Task directions: Copy exactly the stretch of data below from the line with "translate:-50% -50%; white-space:nowrap;" through the line with "position:absolute; left:16px; top:510px;", including both of those lines.

===== Supplied entries

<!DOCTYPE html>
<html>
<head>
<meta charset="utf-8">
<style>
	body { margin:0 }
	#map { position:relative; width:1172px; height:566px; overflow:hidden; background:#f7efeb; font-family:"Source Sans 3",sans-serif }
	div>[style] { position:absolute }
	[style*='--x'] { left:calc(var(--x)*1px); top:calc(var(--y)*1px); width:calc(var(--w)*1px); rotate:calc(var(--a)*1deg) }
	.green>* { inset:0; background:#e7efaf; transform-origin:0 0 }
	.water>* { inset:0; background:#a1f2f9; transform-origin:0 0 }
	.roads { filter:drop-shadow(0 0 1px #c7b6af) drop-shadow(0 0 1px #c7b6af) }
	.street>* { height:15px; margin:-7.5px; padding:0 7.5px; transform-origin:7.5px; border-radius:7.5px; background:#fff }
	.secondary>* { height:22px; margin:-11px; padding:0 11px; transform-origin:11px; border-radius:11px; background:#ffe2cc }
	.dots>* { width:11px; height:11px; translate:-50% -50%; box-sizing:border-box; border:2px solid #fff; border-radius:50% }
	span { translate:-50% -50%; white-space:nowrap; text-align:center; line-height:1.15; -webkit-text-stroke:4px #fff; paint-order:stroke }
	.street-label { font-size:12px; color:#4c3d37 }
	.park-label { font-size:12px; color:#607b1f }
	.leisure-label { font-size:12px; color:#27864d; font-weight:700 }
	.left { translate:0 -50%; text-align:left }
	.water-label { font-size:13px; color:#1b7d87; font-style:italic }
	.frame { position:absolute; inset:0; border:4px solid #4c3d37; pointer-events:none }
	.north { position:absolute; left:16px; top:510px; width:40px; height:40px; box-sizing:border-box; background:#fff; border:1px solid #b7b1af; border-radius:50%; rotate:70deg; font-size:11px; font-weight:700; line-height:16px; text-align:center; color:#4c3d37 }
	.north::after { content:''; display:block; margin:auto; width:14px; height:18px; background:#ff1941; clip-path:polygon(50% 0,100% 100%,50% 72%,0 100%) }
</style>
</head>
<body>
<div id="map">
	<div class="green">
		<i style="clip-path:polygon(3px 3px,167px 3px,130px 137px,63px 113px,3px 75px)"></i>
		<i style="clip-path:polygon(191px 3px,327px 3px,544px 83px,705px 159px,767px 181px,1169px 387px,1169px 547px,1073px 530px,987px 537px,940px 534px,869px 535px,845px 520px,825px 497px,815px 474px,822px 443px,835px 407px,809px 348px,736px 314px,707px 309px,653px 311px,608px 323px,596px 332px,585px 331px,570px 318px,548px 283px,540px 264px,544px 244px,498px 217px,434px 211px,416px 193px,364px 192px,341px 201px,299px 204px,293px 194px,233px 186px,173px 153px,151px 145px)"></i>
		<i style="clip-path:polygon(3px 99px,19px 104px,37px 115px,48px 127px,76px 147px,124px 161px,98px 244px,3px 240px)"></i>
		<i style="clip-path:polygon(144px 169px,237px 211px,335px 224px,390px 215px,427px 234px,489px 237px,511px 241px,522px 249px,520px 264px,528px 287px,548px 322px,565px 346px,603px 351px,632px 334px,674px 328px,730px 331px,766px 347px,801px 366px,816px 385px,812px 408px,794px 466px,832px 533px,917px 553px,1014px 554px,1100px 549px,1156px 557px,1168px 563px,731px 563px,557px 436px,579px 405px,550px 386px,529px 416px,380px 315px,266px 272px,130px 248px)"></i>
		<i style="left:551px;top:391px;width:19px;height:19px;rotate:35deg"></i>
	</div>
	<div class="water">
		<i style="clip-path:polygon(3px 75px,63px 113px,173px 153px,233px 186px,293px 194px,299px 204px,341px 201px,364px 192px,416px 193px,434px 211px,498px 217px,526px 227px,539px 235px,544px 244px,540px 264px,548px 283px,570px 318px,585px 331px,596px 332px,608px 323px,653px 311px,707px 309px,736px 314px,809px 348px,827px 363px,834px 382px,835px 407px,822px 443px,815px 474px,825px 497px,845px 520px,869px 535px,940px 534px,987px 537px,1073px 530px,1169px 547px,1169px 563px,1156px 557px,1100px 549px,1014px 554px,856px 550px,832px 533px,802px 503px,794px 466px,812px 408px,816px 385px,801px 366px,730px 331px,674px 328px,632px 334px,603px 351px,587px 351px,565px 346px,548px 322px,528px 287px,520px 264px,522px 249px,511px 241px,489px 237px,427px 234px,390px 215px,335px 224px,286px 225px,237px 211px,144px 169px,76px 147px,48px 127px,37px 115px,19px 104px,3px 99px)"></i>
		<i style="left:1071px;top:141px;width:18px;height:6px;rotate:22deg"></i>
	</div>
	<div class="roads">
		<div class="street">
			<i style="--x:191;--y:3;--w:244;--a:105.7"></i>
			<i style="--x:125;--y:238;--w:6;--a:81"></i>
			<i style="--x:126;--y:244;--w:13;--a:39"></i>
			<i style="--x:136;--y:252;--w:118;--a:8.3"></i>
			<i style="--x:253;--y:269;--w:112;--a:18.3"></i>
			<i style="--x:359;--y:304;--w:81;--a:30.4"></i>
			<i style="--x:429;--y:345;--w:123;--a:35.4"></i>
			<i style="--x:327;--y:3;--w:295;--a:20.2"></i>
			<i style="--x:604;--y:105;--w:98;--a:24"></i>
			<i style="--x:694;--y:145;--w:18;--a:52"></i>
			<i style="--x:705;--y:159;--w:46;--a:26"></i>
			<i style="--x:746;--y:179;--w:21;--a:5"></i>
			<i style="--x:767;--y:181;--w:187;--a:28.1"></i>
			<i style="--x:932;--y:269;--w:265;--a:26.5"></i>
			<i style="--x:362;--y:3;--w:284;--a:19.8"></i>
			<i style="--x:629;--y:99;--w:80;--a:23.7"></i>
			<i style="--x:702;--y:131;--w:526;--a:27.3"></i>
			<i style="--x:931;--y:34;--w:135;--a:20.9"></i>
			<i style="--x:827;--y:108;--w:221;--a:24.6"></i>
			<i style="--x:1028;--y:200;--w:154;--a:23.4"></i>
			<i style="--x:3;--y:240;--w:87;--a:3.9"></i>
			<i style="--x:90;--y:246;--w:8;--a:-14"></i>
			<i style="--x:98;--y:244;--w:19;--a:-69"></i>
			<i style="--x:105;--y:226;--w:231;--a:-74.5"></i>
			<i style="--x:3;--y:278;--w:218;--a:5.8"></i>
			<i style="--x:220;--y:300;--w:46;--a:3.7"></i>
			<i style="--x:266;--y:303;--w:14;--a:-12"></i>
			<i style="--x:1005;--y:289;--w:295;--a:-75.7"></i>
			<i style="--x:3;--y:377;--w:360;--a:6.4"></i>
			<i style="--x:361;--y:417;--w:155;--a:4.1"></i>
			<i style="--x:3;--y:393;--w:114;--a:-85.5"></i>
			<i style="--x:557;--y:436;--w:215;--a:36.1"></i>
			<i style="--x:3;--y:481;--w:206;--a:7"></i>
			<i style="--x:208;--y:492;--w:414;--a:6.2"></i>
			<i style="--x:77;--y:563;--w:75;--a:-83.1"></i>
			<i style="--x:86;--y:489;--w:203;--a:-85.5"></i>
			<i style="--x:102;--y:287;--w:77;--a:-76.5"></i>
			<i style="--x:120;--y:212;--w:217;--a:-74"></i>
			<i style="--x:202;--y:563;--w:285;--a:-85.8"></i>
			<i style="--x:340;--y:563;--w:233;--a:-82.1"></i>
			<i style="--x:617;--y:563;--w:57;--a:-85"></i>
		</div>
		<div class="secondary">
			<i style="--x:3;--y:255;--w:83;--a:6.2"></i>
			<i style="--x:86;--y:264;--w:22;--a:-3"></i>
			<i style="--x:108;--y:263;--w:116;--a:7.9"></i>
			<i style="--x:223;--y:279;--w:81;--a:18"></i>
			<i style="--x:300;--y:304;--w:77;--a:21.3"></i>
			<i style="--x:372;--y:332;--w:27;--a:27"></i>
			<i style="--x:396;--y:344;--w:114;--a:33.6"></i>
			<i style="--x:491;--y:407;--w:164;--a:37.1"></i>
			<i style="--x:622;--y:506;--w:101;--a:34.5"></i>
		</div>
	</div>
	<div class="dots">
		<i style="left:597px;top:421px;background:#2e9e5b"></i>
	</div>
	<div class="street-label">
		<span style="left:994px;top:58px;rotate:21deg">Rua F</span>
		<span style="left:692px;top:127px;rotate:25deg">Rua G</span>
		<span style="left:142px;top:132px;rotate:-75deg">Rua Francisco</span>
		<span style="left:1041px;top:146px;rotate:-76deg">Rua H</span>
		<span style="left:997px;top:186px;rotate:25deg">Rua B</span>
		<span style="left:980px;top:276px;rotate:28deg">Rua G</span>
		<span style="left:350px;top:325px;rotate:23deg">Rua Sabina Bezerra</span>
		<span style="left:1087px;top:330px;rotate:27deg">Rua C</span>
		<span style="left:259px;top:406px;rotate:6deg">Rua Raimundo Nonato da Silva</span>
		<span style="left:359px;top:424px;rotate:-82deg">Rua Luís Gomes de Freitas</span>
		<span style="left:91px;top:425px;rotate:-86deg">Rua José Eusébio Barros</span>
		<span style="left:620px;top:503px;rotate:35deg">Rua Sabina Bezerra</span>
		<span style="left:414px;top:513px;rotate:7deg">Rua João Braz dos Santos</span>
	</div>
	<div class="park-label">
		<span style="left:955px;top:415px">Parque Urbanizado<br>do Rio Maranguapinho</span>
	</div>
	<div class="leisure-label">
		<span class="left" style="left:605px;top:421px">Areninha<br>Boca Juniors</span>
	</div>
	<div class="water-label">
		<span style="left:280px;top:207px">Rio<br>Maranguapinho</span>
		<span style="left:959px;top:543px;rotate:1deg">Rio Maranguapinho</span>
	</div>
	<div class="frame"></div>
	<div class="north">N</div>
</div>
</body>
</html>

==========
===== Supplied entries

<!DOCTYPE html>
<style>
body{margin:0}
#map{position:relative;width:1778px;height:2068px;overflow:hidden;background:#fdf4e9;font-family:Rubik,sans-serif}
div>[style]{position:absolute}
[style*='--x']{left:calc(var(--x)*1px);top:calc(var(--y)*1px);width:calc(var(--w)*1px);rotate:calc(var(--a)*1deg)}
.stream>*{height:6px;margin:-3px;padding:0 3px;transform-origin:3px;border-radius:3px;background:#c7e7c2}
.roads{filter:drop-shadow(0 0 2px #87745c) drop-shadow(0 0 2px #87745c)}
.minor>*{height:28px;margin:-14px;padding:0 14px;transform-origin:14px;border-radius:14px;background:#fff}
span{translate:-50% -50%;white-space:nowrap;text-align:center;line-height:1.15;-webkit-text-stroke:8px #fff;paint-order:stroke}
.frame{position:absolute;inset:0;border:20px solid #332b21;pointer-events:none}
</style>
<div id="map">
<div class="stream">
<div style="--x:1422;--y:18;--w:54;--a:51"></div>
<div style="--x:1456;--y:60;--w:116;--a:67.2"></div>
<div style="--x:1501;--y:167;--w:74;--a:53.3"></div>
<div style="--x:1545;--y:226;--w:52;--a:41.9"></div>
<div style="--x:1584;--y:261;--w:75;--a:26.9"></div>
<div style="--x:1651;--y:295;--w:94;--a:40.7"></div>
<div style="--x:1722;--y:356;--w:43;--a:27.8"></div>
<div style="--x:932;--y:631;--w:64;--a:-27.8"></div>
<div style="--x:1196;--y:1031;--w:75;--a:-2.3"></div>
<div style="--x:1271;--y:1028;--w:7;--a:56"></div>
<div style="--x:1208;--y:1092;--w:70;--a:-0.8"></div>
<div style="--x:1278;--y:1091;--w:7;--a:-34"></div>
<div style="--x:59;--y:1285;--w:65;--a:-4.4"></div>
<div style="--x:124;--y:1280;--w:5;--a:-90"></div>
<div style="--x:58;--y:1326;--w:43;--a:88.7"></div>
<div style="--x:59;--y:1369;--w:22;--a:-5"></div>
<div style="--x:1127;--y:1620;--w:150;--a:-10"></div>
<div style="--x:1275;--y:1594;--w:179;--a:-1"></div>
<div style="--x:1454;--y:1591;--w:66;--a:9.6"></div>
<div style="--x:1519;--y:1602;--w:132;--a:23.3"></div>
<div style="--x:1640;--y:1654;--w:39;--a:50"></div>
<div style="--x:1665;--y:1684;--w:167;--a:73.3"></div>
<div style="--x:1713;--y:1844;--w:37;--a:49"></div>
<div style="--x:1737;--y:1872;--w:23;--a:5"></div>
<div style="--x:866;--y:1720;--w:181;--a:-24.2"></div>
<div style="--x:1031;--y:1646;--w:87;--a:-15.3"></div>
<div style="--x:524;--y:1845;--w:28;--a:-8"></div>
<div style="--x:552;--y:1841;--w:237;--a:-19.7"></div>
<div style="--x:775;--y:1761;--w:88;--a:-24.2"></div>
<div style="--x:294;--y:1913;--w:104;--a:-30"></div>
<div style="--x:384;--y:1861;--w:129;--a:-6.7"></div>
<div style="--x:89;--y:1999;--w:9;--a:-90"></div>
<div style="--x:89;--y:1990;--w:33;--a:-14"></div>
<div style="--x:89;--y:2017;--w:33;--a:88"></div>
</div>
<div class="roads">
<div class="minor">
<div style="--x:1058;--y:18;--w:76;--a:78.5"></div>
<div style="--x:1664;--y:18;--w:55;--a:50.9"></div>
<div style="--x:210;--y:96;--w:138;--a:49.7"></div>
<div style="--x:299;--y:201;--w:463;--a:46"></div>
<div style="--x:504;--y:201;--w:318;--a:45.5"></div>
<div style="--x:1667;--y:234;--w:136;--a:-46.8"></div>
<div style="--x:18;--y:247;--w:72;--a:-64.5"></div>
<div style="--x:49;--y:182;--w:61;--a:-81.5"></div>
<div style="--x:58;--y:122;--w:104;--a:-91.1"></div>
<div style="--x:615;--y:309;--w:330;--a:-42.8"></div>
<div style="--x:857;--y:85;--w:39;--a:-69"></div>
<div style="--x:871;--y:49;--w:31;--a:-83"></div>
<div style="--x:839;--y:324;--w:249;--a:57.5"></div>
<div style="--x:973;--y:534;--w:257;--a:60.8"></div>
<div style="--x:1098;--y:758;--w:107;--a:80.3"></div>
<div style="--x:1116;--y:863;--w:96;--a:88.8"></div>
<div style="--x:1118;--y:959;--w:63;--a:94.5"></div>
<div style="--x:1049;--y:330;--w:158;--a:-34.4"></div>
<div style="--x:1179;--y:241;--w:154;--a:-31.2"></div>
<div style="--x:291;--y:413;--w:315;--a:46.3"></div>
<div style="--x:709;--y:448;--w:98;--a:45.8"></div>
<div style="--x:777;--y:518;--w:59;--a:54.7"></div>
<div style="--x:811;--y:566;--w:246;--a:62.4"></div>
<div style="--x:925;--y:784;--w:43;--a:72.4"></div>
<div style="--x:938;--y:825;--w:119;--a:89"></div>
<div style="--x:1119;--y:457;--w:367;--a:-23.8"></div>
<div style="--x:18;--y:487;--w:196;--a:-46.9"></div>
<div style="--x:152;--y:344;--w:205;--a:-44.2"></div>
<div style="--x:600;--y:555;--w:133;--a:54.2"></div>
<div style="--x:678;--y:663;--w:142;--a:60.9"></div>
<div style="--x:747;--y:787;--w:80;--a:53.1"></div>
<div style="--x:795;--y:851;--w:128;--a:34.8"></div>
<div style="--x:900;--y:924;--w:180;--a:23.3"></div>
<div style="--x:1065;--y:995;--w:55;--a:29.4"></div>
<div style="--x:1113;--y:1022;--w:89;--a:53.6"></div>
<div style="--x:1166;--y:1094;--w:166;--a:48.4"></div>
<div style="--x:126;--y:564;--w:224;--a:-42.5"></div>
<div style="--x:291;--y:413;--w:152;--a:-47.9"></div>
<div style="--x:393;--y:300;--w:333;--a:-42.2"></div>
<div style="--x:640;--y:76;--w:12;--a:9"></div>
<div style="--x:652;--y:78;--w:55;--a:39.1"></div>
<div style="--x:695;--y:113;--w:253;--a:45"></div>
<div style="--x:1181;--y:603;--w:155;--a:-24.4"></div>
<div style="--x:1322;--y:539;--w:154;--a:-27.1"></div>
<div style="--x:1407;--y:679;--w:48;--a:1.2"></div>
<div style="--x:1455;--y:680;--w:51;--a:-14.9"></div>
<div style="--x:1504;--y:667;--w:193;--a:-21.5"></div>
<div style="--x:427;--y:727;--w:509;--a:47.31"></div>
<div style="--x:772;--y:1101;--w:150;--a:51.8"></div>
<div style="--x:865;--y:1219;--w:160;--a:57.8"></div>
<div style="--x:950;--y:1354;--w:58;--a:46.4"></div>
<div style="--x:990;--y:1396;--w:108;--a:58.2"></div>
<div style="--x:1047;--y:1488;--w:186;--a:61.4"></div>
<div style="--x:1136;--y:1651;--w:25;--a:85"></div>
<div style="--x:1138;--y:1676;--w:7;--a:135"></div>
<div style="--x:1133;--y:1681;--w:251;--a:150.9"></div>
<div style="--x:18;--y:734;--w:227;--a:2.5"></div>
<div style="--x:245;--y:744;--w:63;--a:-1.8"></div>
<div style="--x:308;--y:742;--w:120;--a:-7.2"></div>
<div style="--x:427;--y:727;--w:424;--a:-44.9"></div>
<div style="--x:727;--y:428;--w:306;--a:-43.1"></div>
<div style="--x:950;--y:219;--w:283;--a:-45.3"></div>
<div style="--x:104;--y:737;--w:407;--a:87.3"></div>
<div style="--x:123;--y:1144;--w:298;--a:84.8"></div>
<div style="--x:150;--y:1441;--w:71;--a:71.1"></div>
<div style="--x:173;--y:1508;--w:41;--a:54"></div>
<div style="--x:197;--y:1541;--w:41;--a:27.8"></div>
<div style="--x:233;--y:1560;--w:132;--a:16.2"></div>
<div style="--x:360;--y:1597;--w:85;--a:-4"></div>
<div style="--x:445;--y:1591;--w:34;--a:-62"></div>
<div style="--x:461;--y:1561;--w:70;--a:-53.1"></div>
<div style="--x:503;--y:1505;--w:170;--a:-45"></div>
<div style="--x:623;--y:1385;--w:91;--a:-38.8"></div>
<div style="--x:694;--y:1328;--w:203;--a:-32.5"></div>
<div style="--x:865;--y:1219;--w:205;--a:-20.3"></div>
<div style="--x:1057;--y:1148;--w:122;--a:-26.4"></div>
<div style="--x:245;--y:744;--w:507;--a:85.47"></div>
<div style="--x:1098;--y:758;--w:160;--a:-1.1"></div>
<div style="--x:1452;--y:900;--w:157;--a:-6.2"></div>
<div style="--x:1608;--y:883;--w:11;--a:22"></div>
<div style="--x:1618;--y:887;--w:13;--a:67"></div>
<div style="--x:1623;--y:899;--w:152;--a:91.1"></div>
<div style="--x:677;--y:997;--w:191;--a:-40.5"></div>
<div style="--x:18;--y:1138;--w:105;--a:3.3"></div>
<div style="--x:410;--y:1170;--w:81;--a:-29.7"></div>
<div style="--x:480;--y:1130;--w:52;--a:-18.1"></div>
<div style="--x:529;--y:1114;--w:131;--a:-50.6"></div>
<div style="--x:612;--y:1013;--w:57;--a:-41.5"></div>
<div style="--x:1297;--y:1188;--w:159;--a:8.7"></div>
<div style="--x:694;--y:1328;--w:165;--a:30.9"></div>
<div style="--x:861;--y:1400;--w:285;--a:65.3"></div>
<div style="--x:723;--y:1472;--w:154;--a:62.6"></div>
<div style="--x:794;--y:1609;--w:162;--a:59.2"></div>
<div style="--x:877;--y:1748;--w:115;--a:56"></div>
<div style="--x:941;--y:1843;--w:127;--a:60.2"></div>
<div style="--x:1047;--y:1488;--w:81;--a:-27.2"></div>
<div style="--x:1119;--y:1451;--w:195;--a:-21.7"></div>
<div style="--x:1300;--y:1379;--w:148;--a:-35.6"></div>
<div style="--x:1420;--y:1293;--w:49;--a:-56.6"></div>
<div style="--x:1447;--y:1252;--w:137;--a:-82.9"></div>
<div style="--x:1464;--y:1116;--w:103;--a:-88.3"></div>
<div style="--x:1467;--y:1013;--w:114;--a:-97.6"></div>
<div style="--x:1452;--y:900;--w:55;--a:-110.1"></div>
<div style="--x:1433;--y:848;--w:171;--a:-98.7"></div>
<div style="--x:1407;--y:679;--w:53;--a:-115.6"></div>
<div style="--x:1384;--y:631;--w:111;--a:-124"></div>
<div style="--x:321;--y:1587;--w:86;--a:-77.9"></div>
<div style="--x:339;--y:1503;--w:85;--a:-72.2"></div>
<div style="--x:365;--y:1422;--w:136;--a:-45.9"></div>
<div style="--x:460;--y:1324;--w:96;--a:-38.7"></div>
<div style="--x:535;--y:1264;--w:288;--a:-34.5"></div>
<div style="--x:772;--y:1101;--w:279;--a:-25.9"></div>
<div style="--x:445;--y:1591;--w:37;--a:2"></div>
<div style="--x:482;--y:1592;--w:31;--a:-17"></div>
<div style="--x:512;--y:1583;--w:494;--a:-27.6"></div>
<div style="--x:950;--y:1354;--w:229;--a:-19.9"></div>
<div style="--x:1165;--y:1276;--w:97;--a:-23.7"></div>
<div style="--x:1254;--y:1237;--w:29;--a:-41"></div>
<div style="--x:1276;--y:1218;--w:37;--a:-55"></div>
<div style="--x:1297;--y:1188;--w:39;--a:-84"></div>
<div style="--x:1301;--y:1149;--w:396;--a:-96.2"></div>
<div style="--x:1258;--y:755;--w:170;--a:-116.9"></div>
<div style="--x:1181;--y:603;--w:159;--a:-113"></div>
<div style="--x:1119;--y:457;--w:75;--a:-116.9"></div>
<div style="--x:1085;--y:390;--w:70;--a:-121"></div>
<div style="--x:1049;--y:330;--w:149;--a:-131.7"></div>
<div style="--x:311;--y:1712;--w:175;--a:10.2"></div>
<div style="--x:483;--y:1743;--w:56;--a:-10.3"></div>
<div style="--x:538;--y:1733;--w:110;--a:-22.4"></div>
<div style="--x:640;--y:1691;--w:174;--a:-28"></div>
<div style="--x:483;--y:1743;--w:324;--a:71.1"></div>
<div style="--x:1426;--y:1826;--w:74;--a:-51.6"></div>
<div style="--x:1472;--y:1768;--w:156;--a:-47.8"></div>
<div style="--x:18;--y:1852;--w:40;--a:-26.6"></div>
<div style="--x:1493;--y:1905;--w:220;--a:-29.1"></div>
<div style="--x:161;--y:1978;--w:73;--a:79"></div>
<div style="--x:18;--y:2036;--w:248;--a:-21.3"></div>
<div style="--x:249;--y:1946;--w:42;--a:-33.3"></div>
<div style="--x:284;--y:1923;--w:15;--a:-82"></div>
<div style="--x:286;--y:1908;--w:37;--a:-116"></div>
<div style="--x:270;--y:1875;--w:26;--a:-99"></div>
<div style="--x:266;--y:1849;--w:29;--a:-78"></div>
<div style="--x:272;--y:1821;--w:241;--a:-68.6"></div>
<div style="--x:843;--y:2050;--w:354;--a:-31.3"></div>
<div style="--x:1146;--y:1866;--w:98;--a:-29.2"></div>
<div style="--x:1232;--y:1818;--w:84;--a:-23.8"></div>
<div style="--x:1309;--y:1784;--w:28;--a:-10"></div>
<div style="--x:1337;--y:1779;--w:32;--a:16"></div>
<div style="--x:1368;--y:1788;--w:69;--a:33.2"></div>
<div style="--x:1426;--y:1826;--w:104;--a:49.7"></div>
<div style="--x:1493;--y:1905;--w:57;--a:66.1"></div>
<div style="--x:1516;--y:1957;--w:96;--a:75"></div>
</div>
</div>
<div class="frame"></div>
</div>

==========

Response box:
	span { translate:-50% -50%; white-space:nowrap; text-align:center; line-height:1.15; -webkit-text-stroke:4px #fff; paint-order:stroke }
	.street-label { font-size:12px; color:#4c3d37 }
	.park-label { font-size:12px; color:#607b1f }
	.leisure-label { font-size:12px; color:#27864d; font-weight:700 }
	.left { translate:0 -50%; text-align:left }
	.water-label { font-size:13px; color:#1b7d87; font-style:italic }
	.frame { position:absolute; inset:0; border:4px solid #4c3d37; pointer-events:none }
	.north { position:absolute; left:16px; top:510px; width:40px; height:40px; box-sizing:border-box; background:#fff; border:1px solid #b7b1af; border-radius:50%; rotate:70deg; font-size:11px; font-weight:700; line-height:16px; text-align:center; color:#4c3d37 }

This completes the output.